* Exercise inputs:
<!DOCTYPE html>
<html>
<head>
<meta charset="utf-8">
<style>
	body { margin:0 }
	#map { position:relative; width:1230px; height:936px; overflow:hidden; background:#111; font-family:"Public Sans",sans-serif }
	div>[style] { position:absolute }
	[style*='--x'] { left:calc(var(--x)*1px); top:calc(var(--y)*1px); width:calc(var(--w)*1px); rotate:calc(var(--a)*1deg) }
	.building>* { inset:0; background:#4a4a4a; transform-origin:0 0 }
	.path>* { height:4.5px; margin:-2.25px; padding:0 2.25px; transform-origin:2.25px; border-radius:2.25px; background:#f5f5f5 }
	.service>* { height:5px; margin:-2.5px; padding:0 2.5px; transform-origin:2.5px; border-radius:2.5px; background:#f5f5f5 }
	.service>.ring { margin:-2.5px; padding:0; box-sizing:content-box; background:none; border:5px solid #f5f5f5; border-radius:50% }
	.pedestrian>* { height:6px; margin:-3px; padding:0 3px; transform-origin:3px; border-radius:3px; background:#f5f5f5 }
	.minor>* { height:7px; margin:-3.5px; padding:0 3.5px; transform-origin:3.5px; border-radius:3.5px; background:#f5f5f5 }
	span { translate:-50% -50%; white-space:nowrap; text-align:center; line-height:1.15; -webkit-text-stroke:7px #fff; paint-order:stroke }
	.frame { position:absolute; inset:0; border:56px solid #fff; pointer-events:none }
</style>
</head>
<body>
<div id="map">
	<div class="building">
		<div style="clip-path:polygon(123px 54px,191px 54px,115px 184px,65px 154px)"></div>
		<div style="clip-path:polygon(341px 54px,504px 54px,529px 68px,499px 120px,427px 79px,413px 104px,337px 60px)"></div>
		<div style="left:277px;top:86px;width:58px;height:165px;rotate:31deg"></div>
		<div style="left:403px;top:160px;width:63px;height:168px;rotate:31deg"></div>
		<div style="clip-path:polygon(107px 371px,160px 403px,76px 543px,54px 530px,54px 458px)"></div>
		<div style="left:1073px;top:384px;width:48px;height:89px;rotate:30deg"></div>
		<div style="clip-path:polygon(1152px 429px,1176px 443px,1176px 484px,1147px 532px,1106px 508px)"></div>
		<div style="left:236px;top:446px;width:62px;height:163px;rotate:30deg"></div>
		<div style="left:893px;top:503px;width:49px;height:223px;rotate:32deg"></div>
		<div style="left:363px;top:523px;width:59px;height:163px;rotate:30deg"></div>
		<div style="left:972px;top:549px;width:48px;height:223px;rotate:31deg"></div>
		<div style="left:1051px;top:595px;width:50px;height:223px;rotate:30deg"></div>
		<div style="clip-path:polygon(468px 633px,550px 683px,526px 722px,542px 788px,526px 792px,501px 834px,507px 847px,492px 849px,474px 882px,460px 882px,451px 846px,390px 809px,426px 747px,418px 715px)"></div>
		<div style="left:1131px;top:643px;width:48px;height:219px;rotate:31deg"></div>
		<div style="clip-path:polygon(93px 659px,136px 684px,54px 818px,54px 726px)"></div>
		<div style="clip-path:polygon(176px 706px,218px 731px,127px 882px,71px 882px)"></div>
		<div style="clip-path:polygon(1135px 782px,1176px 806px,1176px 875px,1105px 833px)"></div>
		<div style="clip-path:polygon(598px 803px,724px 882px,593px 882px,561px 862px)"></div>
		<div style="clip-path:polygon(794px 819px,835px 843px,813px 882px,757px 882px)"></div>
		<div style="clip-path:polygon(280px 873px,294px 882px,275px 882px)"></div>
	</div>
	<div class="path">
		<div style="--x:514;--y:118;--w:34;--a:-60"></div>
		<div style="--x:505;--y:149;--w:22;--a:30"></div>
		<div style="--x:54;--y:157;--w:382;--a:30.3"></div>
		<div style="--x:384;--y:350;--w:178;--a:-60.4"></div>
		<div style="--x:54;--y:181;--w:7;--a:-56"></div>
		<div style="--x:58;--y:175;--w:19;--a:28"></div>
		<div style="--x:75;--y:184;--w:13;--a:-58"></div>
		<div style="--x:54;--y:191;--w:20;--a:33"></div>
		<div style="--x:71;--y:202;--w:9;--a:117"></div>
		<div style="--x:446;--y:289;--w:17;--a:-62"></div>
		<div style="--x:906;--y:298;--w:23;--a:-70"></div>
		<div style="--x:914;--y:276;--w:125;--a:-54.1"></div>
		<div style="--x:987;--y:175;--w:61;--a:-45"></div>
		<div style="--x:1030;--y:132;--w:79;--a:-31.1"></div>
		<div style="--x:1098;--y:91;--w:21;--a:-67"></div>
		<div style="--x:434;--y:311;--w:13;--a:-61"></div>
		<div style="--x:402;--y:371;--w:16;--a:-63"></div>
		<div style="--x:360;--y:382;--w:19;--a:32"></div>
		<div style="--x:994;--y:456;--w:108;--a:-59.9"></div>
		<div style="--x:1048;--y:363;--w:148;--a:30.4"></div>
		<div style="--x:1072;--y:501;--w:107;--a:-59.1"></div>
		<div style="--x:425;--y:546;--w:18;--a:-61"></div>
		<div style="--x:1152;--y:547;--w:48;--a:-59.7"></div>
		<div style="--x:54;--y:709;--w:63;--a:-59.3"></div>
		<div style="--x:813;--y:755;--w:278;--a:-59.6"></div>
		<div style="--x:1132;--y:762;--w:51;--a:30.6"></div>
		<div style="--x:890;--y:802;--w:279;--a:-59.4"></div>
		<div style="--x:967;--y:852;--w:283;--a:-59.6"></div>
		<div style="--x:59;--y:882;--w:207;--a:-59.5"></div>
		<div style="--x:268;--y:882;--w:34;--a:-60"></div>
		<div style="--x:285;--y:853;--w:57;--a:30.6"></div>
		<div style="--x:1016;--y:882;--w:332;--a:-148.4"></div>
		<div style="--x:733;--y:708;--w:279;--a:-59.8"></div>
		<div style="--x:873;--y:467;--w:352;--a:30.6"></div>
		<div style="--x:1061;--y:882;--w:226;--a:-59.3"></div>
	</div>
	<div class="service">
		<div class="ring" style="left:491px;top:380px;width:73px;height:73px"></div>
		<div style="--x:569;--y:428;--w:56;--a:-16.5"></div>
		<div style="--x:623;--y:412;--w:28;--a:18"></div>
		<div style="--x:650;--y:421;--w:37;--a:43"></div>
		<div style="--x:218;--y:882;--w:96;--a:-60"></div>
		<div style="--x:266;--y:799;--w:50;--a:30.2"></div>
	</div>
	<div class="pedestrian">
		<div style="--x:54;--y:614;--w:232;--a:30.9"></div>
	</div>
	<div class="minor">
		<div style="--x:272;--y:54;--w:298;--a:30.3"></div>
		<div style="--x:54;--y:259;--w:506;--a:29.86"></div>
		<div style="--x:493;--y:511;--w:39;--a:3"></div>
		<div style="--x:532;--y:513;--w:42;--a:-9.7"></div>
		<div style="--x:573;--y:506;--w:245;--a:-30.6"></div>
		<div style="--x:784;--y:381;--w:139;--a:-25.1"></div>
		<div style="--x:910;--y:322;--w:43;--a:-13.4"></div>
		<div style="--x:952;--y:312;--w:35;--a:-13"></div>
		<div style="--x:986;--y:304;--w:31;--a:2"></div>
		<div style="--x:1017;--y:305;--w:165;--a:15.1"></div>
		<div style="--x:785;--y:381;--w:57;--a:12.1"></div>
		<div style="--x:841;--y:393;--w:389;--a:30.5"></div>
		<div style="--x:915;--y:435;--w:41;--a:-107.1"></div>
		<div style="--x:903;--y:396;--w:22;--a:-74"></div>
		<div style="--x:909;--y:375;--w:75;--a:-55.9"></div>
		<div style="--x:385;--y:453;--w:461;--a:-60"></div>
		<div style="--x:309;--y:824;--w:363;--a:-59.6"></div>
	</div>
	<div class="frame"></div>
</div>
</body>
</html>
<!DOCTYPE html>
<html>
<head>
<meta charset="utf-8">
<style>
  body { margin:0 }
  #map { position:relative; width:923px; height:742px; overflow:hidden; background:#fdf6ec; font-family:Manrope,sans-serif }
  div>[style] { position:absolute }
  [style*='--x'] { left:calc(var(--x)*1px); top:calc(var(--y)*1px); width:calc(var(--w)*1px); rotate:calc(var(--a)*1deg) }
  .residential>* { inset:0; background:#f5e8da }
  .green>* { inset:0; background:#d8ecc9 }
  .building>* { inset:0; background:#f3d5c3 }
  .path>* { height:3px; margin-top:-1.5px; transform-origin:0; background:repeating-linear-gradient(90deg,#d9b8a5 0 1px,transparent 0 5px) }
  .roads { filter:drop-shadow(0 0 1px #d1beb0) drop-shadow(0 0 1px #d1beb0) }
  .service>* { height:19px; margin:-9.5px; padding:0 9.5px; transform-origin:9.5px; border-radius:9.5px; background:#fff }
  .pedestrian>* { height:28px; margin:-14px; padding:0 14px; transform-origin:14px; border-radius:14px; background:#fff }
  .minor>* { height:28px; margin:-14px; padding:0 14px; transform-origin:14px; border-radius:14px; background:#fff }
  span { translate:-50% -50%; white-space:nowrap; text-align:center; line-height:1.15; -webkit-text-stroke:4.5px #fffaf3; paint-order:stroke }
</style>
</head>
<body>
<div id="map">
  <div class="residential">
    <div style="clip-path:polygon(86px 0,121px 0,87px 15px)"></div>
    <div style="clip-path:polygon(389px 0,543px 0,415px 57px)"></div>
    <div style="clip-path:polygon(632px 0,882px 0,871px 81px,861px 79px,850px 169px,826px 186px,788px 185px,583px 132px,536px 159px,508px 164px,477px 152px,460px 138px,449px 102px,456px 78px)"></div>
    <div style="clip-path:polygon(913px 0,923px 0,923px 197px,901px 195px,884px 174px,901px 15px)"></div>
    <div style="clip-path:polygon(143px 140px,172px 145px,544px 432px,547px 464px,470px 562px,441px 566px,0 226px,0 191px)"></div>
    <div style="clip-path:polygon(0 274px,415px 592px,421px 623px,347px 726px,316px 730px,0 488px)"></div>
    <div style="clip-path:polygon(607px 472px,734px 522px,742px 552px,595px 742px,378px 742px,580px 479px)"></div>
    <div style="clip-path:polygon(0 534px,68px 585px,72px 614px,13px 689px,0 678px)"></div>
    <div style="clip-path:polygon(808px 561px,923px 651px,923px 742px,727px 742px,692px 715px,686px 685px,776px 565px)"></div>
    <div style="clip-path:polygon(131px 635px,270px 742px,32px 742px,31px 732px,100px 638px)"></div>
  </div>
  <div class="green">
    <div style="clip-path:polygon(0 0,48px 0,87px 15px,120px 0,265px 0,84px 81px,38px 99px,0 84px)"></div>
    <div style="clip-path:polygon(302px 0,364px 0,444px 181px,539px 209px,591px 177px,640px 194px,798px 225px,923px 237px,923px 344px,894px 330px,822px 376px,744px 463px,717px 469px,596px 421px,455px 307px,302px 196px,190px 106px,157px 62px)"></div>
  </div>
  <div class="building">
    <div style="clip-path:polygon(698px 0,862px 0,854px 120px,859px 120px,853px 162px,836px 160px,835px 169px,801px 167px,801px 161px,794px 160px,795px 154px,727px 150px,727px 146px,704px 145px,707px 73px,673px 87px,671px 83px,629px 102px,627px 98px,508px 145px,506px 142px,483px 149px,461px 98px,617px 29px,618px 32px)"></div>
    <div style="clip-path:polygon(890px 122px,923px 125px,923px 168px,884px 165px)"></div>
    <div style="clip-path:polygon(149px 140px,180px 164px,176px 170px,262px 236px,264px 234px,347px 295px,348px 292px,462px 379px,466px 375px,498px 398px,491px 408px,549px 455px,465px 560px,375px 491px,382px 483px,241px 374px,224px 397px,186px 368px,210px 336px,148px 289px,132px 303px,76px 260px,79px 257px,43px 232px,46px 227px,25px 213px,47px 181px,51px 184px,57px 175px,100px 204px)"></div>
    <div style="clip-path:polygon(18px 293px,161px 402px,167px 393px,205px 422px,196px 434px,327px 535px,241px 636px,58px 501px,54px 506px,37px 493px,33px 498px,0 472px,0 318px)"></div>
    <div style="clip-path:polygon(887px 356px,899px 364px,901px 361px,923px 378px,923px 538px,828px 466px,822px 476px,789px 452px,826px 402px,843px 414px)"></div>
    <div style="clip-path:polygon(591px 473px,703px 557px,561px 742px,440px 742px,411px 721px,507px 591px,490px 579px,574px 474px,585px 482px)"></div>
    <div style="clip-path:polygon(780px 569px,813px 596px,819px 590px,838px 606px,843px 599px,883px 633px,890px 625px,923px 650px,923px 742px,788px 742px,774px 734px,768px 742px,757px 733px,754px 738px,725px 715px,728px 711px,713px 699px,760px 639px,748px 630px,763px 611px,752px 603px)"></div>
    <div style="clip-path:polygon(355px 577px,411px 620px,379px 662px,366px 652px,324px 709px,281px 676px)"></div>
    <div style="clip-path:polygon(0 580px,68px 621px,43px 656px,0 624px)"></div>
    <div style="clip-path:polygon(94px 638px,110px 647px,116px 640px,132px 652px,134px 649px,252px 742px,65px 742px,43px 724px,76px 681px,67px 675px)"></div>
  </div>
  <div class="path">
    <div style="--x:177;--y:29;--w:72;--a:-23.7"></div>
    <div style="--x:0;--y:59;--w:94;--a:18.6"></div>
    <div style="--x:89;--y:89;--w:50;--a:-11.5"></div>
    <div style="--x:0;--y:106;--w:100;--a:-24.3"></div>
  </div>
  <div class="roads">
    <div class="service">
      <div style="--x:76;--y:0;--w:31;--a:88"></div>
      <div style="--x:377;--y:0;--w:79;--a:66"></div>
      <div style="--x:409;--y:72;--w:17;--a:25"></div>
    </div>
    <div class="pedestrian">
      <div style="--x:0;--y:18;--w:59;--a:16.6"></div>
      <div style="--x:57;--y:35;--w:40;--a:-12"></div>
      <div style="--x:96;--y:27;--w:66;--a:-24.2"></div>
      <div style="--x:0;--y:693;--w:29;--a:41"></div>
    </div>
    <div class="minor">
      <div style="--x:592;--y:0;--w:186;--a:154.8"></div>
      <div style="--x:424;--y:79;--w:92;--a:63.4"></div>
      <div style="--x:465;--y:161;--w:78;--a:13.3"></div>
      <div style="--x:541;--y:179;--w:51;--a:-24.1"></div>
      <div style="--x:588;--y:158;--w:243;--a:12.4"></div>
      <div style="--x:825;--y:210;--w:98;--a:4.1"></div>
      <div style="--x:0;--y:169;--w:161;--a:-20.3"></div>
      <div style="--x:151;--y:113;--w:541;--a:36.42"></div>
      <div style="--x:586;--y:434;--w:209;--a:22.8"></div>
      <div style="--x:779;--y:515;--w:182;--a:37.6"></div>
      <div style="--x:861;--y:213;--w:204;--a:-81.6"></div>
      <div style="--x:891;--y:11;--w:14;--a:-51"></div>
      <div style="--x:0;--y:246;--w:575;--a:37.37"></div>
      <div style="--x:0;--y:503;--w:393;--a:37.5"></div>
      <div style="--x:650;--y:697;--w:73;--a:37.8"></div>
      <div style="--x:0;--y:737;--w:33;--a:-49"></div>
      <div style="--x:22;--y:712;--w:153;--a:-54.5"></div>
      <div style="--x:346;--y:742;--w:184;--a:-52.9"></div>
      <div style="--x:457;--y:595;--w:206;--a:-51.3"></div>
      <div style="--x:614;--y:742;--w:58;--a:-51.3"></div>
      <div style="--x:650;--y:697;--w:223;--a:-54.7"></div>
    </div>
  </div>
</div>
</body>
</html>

* Task prompt: Wherever the string "font" appears in the entries above, return the line it appears on.

* Solution to the exercise:
	#map { position:relative; width:1230px; height:936px; overflow:hidden; background:#111; font-family:"Public Sans",sans-serif }
  #map { position:relative; width:923px; height:742px; overflow:hidden; background:#fdf6ec; font-family:Manrope,sans-serif }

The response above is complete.